**Directions:** Read through the listing below and return only the lines containing "rows".

**Records supplied:**
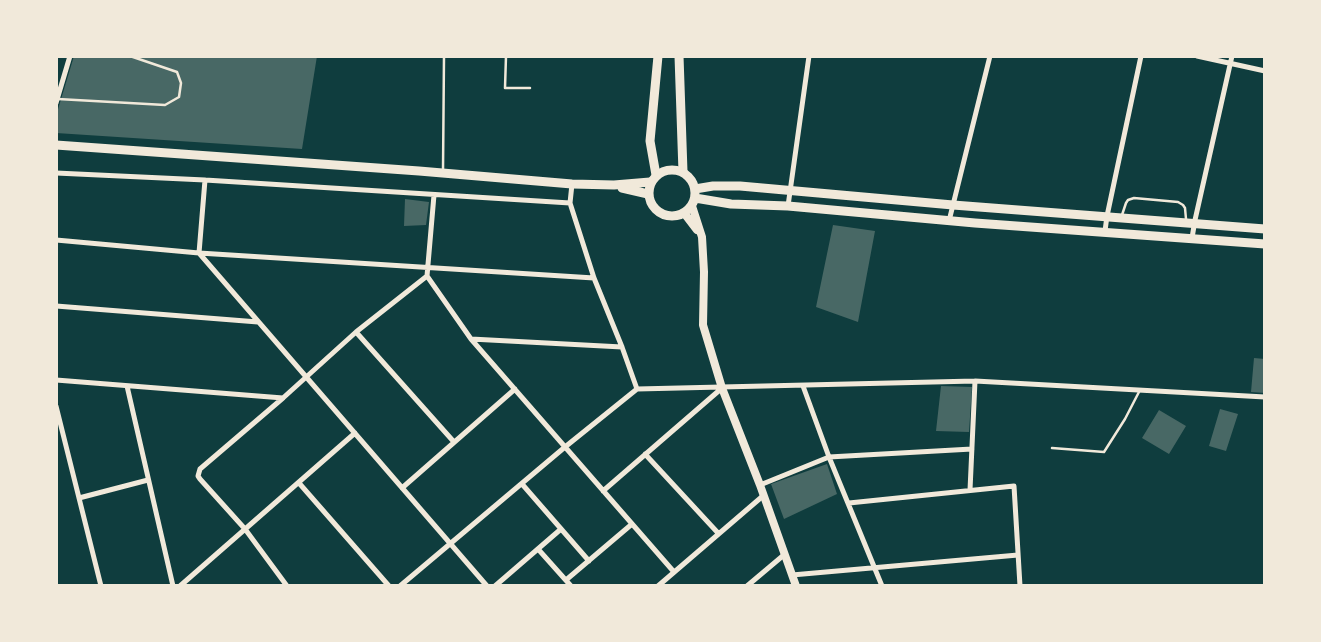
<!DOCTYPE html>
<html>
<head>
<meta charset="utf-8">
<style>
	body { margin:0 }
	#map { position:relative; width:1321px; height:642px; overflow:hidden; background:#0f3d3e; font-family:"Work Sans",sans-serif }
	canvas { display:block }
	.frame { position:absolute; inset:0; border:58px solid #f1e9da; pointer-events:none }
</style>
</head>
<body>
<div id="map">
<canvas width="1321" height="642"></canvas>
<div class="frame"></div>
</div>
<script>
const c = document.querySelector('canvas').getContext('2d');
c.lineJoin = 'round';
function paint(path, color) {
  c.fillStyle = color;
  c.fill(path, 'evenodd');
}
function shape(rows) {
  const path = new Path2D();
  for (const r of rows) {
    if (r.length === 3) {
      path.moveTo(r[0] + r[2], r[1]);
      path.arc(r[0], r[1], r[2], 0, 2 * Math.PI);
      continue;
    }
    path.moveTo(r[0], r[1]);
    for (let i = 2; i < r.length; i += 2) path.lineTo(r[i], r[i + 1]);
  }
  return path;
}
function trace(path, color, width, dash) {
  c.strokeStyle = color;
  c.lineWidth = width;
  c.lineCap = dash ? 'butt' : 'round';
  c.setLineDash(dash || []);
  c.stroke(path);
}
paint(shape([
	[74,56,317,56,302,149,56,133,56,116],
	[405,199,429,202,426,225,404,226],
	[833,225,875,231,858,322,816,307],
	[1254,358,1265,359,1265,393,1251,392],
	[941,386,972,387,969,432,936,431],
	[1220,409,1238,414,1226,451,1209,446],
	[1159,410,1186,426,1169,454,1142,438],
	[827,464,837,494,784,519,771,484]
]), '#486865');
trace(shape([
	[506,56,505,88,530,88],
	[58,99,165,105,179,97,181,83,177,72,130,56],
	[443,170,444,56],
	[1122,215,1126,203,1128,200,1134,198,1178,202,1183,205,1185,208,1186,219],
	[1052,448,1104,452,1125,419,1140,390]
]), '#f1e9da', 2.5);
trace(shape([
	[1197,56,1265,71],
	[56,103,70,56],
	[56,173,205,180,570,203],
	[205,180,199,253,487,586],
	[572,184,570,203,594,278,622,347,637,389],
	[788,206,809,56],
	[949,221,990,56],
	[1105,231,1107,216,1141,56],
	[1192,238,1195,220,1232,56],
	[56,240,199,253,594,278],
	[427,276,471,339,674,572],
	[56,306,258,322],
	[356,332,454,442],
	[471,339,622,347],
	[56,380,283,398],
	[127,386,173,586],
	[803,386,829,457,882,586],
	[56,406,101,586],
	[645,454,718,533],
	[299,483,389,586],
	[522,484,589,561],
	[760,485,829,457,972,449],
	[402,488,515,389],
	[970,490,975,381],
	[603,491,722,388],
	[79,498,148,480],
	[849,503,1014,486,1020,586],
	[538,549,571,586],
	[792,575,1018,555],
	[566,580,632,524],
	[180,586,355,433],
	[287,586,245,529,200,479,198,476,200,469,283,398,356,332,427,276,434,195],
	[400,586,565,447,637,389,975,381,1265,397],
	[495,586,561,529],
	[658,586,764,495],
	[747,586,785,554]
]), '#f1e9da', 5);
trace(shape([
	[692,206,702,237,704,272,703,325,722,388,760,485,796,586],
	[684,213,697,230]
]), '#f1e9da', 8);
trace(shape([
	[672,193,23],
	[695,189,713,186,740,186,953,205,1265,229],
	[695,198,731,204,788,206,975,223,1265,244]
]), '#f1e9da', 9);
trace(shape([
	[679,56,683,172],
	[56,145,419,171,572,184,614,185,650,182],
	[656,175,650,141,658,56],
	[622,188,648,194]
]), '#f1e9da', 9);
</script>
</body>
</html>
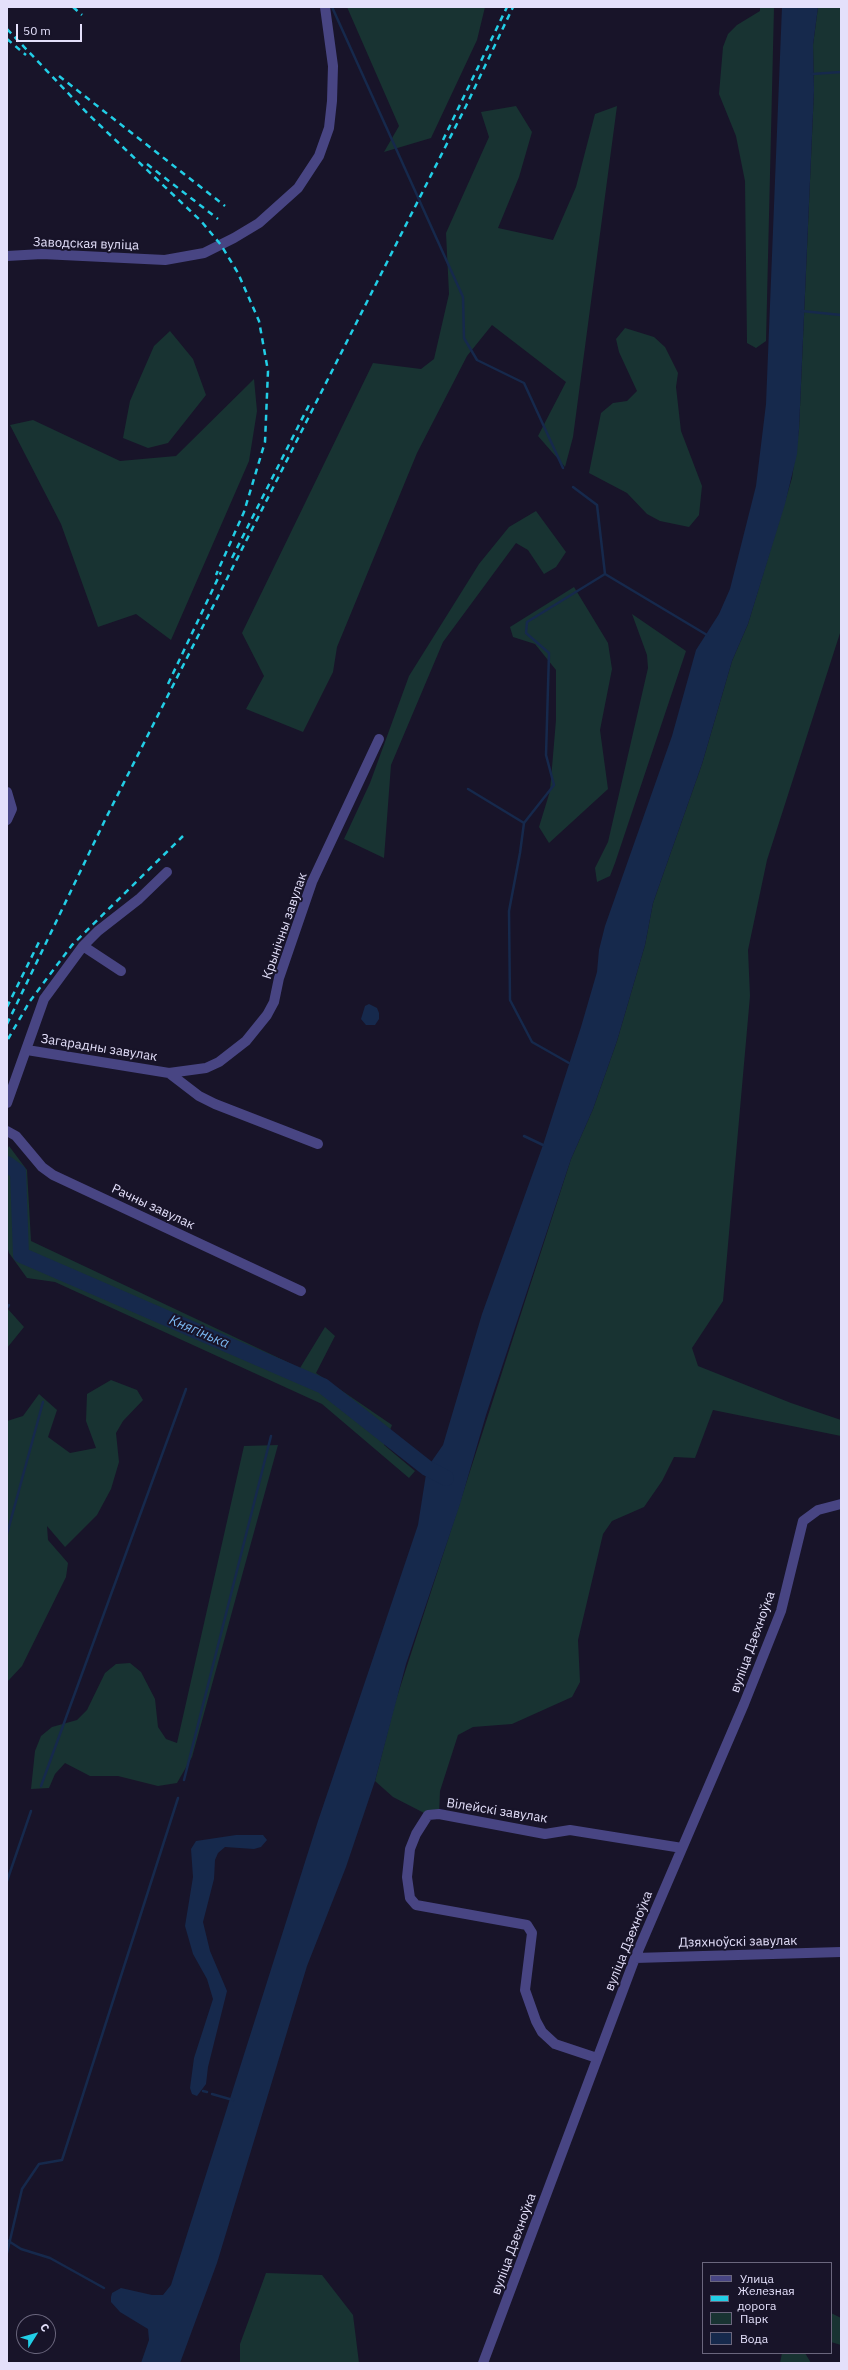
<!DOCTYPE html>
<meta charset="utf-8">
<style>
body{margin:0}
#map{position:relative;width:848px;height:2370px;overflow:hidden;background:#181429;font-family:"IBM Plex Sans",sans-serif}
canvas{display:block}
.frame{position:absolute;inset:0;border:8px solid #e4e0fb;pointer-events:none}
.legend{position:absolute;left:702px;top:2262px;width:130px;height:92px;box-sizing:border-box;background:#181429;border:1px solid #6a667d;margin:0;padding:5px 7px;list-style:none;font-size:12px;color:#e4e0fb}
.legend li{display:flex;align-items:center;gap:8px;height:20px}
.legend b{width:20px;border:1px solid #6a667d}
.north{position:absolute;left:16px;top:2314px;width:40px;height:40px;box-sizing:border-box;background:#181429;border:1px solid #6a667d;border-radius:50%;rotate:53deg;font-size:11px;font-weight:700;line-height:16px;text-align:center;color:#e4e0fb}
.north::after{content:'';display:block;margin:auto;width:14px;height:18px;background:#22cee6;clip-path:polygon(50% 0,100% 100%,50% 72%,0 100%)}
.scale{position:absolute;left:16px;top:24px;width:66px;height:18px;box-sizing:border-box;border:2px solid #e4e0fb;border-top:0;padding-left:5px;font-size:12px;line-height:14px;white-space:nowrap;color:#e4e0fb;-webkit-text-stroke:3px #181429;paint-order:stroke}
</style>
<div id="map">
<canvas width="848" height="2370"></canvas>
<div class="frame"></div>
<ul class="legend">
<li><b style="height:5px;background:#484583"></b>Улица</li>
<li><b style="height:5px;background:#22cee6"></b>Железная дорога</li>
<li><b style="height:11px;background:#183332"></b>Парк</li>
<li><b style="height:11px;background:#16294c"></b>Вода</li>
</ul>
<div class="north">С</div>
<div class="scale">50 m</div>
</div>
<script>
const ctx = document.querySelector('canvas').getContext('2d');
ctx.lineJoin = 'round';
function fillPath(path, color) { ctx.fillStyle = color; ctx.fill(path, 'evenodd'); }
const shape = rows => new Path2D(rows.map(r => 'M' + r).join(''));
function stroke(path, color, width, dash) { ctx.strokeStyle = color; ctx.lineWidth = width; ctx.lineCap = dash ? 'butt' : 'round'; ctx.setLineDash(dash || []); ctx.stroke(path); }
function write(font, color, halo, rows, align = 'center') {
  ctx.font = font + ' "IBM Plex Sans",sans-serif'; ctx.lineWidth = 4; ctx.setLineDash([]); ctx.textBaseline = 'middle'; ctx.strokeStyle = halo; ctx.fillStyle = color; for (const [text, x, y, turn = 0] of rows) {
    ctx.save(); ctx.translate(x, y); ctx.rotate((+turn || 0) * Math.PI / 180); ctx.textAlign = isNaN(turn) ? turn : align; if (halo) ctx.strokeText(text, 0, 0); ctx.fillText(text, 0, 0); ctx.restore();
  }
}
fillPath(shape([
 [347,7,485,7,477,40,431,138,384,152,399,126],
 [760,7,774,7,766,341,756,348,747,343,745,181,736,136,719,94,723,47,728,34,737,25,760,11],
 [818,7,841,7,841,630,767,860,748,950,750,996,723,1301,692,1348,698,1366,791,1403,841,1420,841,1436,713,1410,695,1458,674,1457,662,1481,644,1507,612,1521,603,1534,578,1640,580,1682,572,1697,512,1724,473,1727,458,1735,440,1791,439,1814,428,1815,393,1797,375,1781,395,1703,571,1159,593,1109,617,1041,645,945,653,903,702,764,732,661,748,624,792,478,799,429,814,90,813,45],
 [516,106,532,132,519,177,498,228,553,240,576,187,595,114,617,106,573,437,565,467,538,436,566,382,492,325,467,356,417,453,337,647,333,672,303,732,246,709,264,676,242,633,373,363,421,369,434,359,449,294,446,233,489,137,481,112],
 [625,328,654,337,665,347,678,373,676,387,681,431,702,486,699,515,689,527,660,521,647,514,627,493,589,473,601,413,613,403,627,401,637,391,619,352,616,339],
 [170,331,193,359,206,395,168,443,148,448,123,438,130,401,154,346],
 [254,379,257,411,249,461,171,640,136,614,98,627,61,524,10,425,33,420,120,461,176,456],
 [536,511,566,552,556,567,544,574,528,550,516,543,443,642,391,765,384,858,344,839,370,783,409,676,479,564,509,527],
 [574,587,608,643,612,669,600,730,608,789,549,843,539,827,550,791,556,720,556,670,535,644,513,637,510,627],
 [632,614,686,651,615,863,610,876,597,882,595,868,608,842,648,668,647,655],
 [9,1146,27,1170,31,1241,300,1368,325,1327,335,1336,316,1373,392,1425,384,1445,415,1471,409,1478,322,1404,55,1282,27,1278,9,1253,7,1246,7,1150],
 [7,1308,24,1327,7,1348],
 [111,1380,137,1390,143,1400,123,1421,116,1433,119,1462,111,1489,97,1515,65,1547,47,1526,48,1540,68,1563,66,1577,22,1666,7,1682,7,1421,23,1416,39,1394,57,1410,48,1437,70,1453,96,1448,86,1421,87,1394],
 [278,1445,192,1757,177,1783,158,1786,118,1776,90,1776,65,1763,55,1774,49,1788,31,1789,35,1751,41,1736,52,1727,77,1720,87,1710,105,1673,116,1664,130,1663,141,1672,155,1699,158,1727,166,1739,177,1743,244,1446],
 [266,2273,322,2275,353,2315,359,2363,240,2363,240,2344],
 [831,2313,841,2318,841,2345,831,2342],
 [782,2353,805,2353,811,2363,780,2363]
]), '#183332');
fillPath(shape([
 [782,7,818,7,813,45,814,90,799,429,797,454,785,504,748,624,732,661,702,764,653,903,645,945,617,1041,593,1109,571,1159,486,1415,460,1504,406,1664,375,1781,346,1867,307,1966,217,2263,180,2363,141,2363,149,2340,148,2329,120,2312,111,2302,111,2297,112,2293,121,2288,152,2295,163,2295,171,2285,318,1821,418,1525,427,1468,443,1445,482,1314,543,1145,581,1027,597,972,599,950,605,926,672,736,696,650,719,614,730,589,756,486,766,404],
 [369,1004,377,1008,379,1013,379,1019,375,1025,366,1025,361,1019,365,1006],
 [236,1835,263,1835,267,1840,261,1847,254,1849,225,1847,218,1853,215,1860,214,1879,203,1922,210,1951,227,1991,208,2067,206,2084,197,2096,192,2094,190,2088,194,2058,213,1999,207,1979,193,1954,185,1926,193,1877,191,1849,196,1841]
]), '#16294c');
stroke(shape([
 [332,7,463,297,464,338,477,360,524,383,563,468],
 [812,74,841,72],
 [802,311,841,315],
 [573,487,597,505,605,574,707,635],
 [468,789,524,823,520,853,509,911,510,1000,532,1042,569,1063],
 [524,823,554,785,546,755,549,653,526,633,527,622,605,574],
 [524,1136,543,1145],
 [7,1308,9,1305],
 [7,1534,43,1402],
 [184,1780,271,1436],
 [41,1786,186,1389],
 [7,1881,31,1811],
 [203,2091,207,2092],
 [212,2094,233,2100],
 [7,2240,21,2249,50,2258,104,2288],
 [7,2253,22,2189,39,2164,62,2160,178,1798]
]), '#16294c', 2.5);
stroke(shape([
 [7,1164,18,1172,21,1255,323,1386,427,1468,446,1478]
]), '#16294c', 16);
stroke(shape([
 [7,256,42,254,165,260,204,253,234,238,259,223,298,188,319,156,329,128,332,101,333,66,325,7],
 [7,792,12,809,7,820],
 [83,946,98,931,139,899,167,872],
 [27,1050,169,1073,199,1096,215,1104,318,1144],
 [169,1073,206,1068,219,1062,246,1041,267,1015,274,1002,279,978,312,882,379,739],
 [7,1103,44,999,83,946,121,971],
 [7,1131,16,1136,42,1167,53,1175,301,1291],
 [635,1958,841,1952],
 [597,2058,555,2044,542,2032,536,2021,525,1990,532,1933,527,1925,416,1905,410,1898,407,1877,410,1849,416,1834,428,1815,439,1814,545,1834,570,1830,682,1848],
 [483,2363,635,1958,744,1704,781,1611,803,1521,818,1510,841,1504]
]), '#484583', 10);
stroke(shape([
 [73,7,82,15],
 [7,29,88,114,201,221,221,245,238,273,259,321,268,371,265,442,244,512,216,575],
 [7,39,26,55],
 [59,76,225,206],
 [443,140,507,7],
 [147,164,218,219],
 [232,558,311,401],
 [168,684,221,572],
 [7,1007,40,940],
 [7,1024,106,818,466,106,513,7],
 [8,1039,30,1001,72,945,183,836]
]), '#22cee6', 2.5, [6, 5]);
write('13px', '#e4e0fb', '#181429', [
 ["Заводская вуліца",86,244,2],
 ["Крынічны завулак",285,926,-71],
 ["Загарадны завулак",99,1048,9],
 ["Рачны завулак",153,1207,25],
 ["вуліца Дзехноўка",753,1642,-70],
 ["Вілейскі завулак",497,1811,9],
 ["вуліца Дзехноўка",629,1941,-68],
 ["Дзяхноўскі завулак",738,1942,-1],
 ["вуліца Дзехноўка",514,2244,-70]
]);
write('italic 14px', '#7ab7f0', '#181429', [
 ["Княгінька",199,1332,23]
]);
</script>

**Written response:**
function shape(rows) {
  for (const r of rows) {
const shape = rows => new Path2D(rows.map(r => 'M' + r).join(''));
function write(font, color, halo, rows, align = 'center') {
  ctx.font = font + ' "IBM Plex Sans",sans-serif'; ctx.lineWidth = 4; ctx.setLineDash([]); ctx.textBaseline = 'middle'; ctx.strokeStyle = halo; ctx.fillStyle = color; for (const [text, x, y, turn = 0] of rows) {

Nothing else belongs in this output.